Mr. Scott is unquestionably an expert on health-care issues, but he has come under intense attack for $1.6 billion in fraudulent Medicare and Medicaid claims submitted in the mid-1990s by Columbia Hospital Corporation, the name of Mr. Scott’s firm at the time. Mr. Scott persuaded voters that he wasn’t personally to blame, but those complaints will doubtless surface again as he tries to uproot the current health-care financing structure in the state.

Mr. Scott believes that the growing financial squeeze from programs such as Medicaid means that “there’s going to be a lot of pressure from the new governors to get Congress to block-grant the [Medicaid] money back to us.” The theory is that the states can more efficiently administer the program.

His cost-containment strategy involves creating a health-care voucher for eligible Medicaid recipients so that they can shop around for health care and explore money-saving options like high-deductible health savings accounts. “If poor people are spending their own money, it is amazing how fast they will figure out how to keep a lid on medical bills,” he says, based on his own experience in the private sector.

Critics say this will inhibit preventive care, but Mr. Scott scoffs at the claim. “If the money is yours, don’t you think you will change to a healthier lifestyle?”

Like so many of the new GOP governors, Mr. Scott thinks that states’ financial problems can be solved by applying sound business principles. A business model applied to government can certainly reduce inefficiency and improve accountability. But those trying to implement the model may crash into a wall of opposition from the permanent bureaucracy and government unions.

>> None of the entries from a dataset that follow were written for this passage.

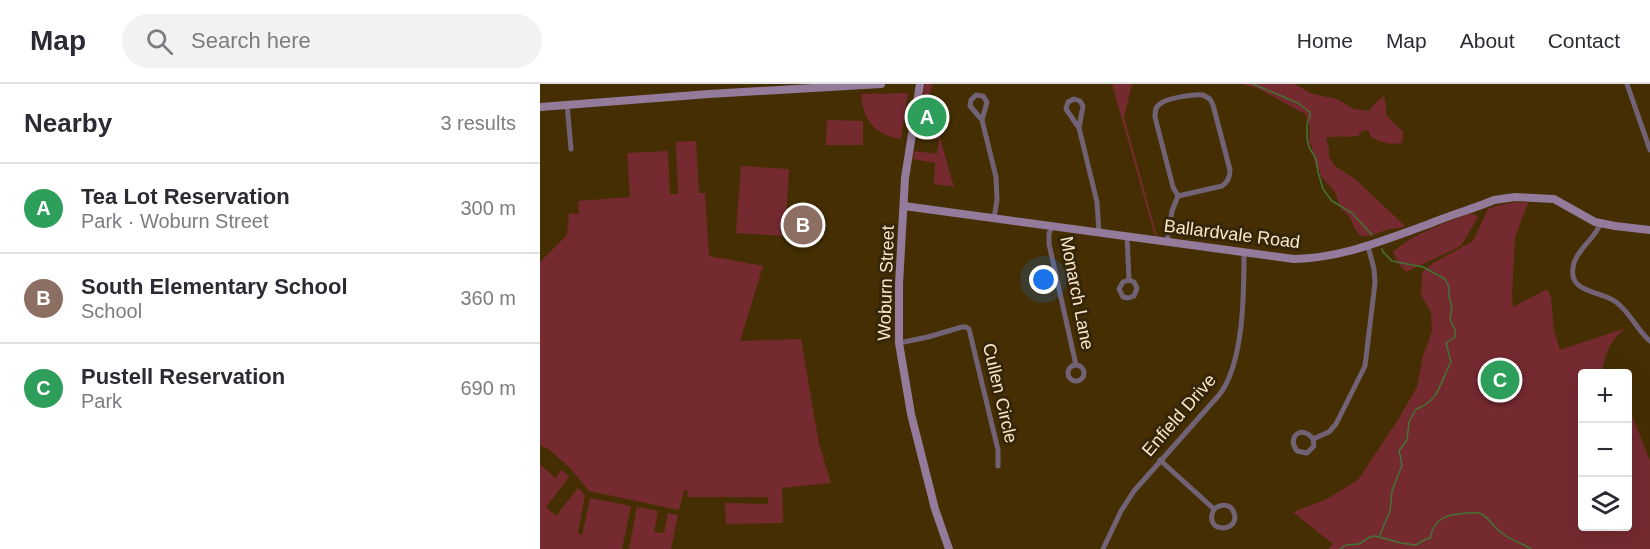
<!DOCTYPE html>
<meta charset="utf-8">
<style>
:root{--surface:#fff;--page:#f2f2f3;--text:#2b2b33;--muted:#7c7c81;--line:#e1e1e2;--accent:#7c3aed}
body{margin:0;font-family:Helvetica,sans-serif;background:var(--page);color:var(--text)}
.controls{position:absolute;right:18px;bottom:18px;display:grid;overflow:hidden;border-radius:6px;box-shadow:0 6px 24px #0002}
.controls button{width:54px;height:54px;display:grid;place-items:center;padding:0;border:0;border-bottom:2px solid var(--line);background:var(--surface);color:var(--text);font:30px sans-serif}
.you{position:absolute;left:504px;top:196px;width:21px;height:21px;margin:-15px;border:4px solid #fff;border-radius:50%;background:#1a73e8;box-shadow:0 0 0 9px #1a73e833}
.badge{display:grid;place-items:center;width:39px;height:39px;border-radius:50%;background:var(--accent);color:#fff;font-size:20px;font-weight:700}
.pin{position:absolute;translate:-50% -50%;border:3px solid #fff;box-shadow:0 2px 6px #0006}
.list{margin:0;padding:0;list-style:none}
h2{display:flex;justify-content:space-between;align-items:center;height:78px;margin:0;padding:0 24px;font-size:26px}
h2 small{font-size:20px;font-weight:400;color:var(--muted)}
.list li{display:grid;grid-template-columns:39px 1fr auto;gap:18px;align-items:center;box-sizing:border-box;height:90px;padding:0 24px;border-top:2px solid var(--line)}
.list b{display:block;font-size:22px;white-space:nowrap}
.list p{margin:0;font-size:20px;white-space:nowrap;color:var(--muted)}
.list em{font-size:20px;font-style:normal;color:var(--muted)}
.icon{flex:none;width:33px;height:33px;fill:none;stroke:currentColor;stroke-width:2;stroke-linecap:round;stroke-linejoin:round}
.map{position:relative;flex:none;width:1110px;height:465px;overflow:hidden}
header{display:flex;align-items:center;gap:36px;box-sizing:border-box;height:84px;padding:0 30px;background:var(--surface);border-bottom:2px solid var(--line)}
header strong{font-size:28px}
nav{display:flex;gap:33px;margin-inline-start:auto;font-size:21px}
.search{width:420px;height:54px;background:var(--page);display:flex;align-items:center;gap:15px;box-sizing:border-box;padding:0 21px;border-radius:33px;color:var(--muted);font-size:22px}
main{display:flex}
aside{flex:1;background:var(--surface)}
.map>svg:first-child{display:block}
</style>
<header>
<strong>Map</strong>
<div class="search"><svg class="icon" aria-label="search" viewBox="0 0 24 24"><circle cx="10" cy="10" r="6"/><path d="M15 15l6 6"/></svg>Search here</div>
<nav><a>Home</a><a>Map</a><a>About</a><a>Contact</a></nav>
</header>
<main>
<aside>
<h2>Nearby<small>3 results</small></h2>
<ul class="list">
<li><span class="badge" style="background:#2e9e5b">A</span><div><b>Tea Lot Reservation</b><p>Park · Woburn Street</p></div><em>300 m</em></li>
<li><span class="badge" style="background:#8d6e63">B</span><div><b>South Elementary School</b><p>School</p></div><em>360 m</em></li>
<li><span class="badge" style="background:#2e9e5b">C</span><div><b>Pustell Reservation</b><p>Park</p></div><em>690 m</em></li>
</ul>
</aside>
<div class="map">
<svg width="1110" height="465" viewBox="0 0 1110 465">
<rect width="100%" height="100%" fill="#452f02"/>
<g fill="#752a30">
<path d="M385,0h7l-3,14 23,83 3,6 -21,-3 1,-21 -22,-4 1,-8 23,3 2,-15 -23,-3z"/>
<path d="M572,0h20l-8,33 33,119h-2z"/>
<path d="M702,0h52l19,10 24,5 17,10 15,2 8,-10 7,-5 2,10v9l17,17 -1,11c-12,2 -20,0 -31,-6l-3,-7 -6,1 -4,5c-11,2 -22,-1 -32,2l3,10v9l5,8 21,14 50,47c-6,3 -9,2 -15,3 -12,3 -17,8 -30,7l-5,-7 -5,-11 -9,-10 -6,-16 -15,-17v-4l-5,-6 -3,-18 -3,-5 1,-15 -5,-13 -48,-26z"/>
<path d="M368,9l-7,46c-27,-4 -38,-19 -40,-45z"/>
<path d="M287,36l36,1v24h-37z"/>
<path d="M156,57l3,52h6l4,63 54,10 -23,75 61,-2 18,105 12,39 -49,5 1,35 -57,1 -1,-21 43,1v-7h-81l1,-6 -4,-1 -5,20 -90,-19 -20,-24 -23,-20 -2,1 -4,-4v-182l27,-27 2,-22 10,1 -1,-13 52,-4 -3,-44 41,-2 2,43h8l-2,-52z"/>
<path d="M201,82l48,3 -4,67 -49,-3z"/>
<path d="M978,118l10,1 -13,34 -3,59 1,11 34,-18 4,8 3,34 6,19 66,-22c-16,11 -21,27 -24,45l-20,1v152h46v-111l3,-2 19,48v88h-322l5,-5 -40,-32 32,-12 33,-20 41,-62 18,-31 6,-31 9,-25 -1,-19 -10,-17 1,-23 11,-9 40,-22 15,-32 12,-4z"/>
<path d="M927,130h6l5,3 -17,29 -55,26 -8,-9 -5,-11c24,-21 46,-25 74,-38z"/>
<path d="M0,380l15,14 7,-8 7,7 -23,30 10,9 22,-28 7,7 -7,37 4,4 8,-38 41,8 -9,43h-82z"/>
<path d="M97,423l21,4 -4,21 10,1 4,-20 10,2 -7,34h-42z"/>
</g>
<g fill="none" stroke-linecap="round" stroke-linejoin="round">
<g stroke="#437434" stroke-width="1.5">
<path d="M713,0l45,19 12,9v5l-3,6v15l2,9 7,12 2,13 5,17 9,12 20,12 20,22"/>
<path d="M839,453l11,-26 2,-20 10,-26 -3,-14 8,-11 2,-18 7,-13c23,-7 25,-29 35,-47l-5,-19 9,-6v-7l-5,-11 2,-12 -3,-11v-9l-4,-8 -22,-12 -31,-6 -9,-9 -1,-3"/>
<path d="M800,465l6,-4 13,-1 11,-7 5,-1 26,7 15,2 8,-5 6,-2c4,-22 20,-24 38,-25 5,-1 9,-1 14,1 8,5 12,14 20,19 8,7 20,10 29,16"/>
</g>
<g stroke="#716276" stroke-width="5">
<path d="M1087,0l23,66"/>
<path d="M27,20l4,45"/>
<path d="M442,36l-12,-14 1,-6 5,-5 7,1 4,6 -5,18 14,57 1,23 -3,18"/>
<path d="M539,44l-13,-19 2,-7 6,-3 6,2 3,5 -4,22 18,74 2,31"/>
<path d="M1060,140c-5,15 -21,23 -26,39 -9,31 27,27 42,39 14,10 21,28 34,39"/>
<path d="M512,142l-3,8v10l27,121"/>
<path d="M587,152l2,44 5,2 3,6 -3,8 -6,2 -5,-1 -4,-8 4,-7 6,-2"/>
<path d="M627,158l5,-31 6,-15 -5,-9 -18,-70c0,-5 0,-10 5,-13 6,-6 34,-10 43,-9l7,4 3,6 17,65c0,7 -2,12 -8,16l-44,10"/>
<path d="M359,259l29,-6 34,-10h4l3,2 29,121v16"/>
<circle cx="536" cy="289" r="8"/>
<path d="M773,355l1,7 -7,7 -10,-2c-11,-14 5,-27 16,-12l16,-7 7,-8 29,-58 10,-83 -1,-14 -6,-23"/>
<path d="M620,376l54,49c-12,25 27,24 20,4 -3,-10 -13,-9 -20,-4"/>
<path d="M563,465l18,-38 13,-20 85,-96c25,-31 25,-103 25,-143"/>
</g>
<g stroke="#947b9b" stroke-width="8">
<path d="M380,0l-15,94 -6,106v59l12,71 24,95 14,40"/>
<path d="M0,23l169,-13 172,-10"/>
<path d="M364,122l390,53c48,-1 90,-19 135,-35 21,-9 44,-15 65,-24l21,-3 39,2 41,23 20,4 35,4"/>
</g>
</g>
<g text-anchor="middle" dominant-baseline="central" stroke-width="6" stroke-linejoin="round" paint-order="stroke">
<g font-size="18" fill="#f9e7cc" stroke="#362609">
<text transform="translate(692 150) rotate(7)">Ballardvale Road</text>
<text transform="translate(346 199) rotate(-88)">Woburn Street</text>
<text transform="translate(537 209) rotate(79)">Monarch Lane</text>
<text transform="translate(460 309) rotate(77)">Cullen Circle</text>
<text transform="translate(639 331) rotate(-49)">Enfield Drive</text>
</g>
</g>
</svg>
<div class="controls">
<button>+</button>
<button>−</button>
<button><svg class="icon" aria-label="layers" viewBox="0 0 24 24"><path d="M12 4l9 5-9 5-9-5zM3 14l9 5 9-5"/></svg></button>
</div>
<div class="you"></div>
<div class="pin badge" style="left:387px;top:33px;background:#2e9e5b">A</div>
<div class="pin badge" style="left:263px;top:141px;background:#8d6e63">B</div>
<div class="pin badge" style="left:960px;top:296px;background:#2e9e5b">C</div>
</div>
</main>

Mr. Scott sounds more than a little naive when I ask about how hard he thinks it will be to impose alien money-saving concepts on the fifth-largest state government in America.

For those who doubt the wisdom of his strategy to downsize government, he carries around a chart which shows, fairly persuasively, that over the past 30 years Florida has prospered when government spending was low and floundered when it was high. If he’s right about this—and if he can deliver on the changes he wants—then those 700,000 new jobs may be on their way. And don’t be surprised if this plan turns Florida’s real-estate bust into another boom.